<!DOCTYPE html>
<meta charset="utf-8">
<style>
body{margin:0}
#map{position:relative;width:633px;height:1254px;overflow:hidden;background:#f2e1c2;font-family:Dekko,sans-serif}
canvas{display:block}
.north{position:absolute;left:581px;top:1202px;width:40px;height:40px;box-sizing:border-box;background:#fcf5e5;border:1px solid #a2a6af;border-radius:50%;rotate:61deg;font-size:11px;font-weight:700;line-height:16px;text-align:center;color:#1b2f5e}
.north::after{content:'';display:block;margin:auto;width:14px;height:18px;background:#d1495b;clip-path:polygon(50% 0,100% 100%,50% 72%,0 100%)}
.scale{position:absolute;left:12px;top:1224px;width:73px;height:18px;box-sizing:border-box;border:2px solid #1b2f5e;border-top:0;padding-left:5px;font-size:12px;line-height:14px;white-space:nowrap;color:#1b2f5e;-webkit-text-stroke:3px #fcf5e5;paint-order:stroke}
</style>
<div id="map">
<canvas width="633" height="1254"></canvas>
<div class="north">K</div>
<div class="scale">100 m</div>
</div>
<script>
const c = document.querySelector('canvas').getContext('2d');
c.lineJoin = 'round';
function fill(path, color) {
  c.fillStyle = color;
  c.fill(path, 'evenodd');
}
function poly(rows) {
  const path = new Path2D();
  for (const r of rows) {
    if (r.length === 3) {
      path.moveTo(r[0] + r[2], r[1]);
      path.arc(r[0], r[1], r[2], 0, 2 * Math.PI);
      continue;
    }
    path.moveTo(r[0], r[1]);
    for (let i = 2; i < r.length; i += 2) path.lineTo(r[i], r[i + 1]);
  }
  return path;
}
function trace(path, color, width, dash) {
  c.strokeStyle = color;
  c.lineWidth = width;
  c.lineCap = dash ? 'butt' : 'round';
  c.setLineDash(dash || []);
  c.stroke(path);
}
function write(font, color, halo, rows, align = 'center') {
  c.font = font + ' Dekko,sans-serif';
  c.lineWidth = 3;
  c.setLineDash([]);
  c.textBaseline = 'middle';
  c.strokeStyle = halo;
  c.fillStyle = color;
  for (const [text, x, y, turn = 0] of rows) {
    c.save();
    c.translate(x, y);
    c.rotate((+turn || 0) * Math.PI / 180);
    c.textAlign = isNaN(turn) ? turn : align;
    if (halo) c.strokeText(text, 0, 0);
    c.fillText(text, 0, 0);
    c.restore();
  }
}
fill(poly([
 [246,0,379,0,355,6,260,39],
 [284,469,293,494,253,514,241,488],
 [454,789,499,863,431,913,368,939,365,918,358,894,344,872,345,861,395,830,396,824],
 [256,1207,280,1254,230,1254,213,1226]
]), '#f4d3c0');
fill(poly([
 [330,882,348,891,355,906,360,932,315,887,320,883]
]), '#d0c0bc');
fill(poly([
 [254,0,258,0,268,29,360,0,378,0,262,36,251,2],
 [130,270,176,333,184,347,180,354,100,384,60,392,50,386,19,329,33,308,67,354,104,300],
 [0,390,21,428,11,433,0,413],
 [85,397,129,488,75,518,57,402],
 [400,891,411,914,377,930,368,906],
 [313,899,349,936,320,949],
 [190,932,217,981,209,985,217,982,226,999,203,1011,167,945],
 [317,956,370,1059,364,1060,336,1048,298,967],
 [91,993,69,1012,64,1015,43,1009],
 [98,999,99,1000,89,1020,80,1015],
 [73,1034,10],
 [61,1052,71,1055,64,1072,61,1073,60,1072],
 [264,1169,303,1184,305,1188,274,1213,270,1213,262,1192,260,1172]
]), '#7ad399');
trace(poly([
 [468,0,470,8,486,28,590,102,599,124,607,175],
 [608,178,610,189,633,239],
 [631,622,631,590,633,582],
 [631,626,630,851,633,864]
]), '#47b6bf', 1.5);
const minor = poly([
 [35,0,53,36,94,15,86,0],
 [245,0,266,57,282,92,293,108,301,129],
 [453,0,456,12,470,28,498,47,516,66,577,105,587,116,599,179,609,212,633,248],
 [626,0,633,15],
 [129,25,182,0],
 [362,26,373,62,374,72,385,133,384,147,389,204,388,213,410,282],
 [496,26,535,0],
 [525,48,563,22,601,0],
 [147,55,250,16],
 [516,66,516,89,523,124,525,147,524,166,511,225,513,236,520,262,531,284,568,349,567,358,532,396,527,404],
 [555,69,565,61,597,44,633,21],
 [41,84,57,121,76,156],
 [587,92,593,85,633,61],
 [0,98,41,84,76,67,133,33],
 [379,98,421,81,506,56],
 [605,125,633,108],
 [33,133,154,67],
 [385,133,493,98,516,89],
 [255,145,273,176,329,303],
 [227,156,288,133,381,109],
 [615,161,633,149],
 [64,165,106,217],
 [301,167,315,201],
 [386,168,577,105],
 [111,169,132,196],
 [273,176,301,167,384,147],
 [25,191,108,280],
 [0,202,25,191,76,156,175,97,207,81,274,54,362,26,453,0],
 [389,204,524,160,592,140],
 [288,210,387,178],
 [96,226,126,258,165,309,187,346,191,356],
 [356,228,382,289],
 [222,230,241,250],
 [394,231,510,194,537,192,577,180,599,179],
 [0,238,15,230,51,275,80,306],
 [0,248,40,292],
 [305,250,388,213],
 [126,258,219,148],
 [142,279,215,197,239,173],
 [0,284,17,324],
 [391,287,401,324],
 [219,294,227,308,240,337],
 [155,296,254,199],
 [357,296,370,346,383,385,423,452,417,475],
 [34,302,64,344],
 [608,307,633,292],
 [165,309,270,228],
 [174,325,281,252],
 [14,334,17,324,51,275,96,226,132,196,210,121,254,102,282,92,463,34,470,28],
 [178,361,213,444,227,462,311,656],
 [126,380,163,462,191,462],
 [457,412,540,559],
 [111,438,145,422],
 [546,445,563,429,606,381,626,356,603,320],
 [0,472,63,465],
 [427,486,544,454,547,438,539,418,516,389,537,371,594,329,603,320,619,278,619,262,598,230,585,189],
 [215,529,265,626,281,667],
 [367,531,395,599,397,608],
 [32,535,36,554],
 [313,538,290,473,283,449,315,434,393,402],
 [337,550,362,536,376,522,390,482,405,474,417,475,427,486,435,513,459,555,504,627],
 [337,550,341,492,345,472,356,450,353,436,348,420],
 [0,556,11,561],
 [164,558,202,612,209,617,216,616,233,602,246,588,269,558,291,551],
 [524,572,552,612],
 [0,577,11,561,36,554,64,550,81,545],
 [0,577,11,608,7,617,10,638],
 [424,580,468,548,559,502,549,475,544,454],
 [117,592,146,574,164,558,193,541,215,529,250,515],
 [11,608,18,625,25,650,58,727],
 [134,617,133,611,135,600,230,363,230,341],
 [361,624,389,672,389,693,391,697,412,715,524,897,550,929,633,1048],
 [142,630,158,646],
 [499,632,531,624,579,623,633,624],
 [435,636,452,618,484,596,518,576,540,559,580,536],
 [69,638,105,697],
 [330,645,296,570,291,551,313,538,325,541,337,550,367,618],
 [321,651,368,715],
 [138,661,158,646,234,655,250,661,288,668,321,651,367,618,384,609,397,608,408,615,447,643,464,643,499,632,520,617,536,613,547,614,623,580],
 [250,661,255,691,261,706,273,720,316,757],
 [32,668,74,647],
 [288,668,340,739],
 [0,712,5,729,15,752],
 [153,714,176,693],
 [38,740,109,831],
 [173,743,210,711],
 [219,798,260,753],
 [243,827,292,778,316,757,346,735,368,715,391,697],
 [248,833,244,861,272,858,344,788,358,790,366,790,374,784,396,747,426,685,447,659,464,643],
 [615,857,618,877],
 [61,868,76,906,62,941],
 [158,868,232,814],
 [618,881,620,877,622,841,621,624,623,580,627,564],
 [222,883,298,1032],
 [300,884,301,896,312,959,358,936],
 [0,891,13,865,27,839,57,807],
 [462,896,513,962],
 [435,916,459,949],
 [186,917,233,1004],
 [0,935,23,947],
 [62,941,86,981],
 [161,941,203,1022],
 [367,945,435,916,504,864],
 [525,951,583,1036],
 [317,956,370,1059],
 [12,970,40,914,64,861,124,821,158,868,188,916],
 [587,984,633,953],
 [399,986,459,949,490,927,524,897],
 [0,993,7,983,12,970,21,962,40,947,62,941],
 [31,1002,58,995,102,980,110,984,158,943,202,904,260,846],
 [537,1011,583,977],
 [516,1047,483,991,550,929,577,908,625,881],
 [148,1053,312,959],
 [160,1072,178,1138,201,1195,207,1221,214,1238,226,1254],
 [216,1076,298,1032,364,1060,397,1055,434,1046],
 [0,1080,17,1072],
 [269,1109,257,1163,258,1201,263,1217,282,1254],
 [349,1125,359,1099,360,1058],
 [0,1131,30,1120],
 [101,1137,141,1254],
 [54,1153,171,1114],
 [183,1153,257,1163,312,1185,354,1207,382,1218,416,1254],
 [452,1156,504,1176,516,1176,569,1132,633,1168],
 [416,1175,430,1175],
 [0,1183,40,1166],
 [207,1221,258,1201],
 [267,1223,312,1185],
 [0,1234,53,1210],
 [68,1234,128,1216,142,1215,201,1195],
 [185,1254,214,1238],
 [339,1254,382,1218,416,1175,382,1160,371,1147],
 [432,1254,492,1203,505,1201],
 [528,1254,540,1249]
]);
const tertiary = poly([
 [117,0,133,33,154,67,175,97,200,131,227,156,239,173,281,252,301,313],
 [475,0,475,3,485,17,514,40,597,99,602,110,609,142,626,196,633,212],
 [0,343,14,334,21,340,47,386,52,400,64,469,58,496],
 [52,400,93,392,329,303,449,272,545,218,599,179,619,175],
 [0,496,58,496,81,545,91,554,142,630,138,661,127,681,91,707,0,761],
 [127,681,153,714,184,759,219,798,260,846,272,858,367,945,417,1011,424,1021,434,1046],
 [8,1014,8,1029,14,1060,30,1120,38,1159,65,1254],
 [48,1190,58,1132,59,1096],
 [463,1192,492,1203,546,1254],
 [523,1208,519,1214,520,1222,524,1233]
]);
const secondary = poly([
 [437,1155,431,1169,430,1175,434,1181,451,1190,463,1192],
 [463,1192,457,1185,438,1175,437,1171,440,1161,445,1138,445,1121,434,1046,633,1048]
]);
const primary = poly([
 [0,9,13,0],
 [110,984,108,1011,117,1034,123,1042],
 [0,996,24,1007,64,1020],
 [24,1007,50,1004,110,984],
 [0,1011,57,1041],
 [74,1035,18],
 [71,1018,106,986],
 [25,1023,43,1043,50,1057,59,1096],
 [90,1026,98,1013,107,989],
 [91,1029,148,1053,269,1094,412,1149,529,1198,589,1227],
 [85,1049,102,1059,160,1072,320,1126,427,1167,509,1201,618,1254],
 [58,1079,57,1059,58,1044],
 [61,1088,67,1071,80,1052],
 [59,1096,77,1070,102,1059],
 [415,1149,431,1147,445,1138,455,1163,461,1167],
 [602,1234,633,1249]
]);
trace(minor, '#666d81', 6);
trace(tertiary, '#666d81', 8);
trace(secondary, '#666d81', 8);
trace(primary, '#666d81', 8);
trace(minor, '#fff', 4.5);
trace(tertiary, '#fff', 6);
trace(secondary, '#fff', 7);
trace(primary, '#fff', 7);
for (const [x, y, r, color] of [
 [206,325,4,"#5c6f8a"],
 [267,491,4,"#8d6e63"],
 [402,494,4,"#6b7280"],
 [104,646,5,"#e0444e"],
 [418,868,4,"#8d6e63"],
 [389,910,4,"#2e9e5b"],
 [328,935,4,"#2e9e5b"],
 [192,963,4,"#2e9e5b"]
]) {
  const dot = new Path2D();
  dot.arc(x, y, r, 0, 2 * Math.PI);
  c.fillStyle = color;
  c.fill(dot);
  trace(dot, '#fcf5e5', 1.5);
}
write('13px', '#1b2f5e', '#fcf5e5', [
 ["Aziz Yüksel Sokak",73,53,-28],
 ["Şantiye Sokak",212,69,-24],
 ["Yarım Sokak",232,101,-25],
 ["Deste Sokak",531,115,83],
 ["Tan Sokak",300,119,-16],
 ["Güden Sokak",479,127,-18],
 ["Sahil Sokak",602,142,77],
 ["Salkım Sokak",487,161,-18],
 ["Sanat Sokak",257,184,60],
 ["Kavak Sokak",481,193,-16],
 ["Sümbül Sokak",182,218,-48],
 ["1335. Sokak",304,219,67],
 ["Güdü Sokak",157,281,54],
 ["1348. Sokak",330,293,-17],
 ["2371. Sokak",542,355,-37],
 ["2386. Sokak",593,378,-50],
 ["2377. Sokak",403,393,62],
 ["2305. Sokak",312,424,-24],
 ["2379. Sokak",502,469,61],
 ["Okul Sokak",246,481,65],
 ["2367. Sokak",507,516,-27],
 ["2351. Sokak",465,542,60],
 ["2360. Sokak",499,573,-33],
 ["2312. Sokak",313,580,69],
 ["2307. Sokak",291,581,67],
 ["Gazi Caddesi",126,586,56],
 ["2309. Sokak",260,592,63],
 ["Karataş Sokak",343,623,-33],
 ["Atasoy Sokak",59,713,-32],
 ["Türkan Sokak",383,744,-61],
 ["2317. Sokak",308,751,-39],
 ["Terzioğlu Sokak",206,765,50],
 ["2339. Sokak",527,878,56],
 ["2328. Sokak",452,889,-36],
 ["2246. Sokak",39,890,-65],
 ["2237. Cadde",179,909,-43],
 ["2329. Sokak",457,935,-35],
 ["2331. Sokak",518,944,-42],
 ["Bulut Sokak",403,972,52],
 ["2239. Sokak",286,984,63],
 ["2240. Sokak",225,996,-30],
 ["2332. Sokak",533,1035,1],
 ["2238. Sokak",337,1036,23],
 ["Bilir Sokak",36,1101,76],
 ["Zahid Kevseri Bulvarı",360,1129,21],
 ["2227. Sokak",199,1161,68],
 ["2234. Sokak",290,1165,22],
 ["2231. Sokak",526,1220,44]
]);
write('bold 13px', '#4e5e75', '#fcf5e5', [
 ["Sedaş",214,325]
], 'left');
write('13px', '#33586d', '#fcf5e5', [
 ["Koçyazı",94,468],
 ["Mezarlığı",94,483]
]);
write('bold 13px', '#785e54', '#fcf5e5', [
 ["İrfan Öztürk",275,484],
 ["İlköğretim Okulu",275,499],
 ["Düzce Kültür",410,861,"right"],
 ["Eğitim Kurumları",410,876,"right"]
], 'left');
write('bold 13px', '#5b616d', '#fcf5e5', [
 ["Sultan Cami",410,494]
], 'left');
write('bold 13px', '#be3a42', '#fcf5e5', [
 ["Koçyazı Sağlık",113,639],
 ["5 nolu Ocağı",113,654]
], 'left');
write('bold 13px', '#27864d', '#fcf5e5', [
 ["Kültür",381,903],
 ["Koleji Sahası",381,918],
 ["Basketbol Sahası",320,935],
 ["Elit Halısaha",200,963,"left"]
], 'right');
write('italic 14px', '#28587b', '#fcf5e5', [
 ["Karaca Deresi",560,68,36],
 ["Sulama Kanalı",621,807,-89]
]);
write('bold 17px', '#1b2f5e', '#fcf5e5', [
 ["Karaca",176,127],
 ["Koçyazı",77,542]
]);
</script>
------------------------
• **Task brief**: Check each line of the data above, and please copy the ones in which the string "block" occurs.

• **Result below**:
canvas{display:block}
.north::after{content:'';display:block;margin:auto;width:14px;height:18px;background:#d1495b;clip-path:polygon(50% 0,100% 100%,50% 72%,0 100%)}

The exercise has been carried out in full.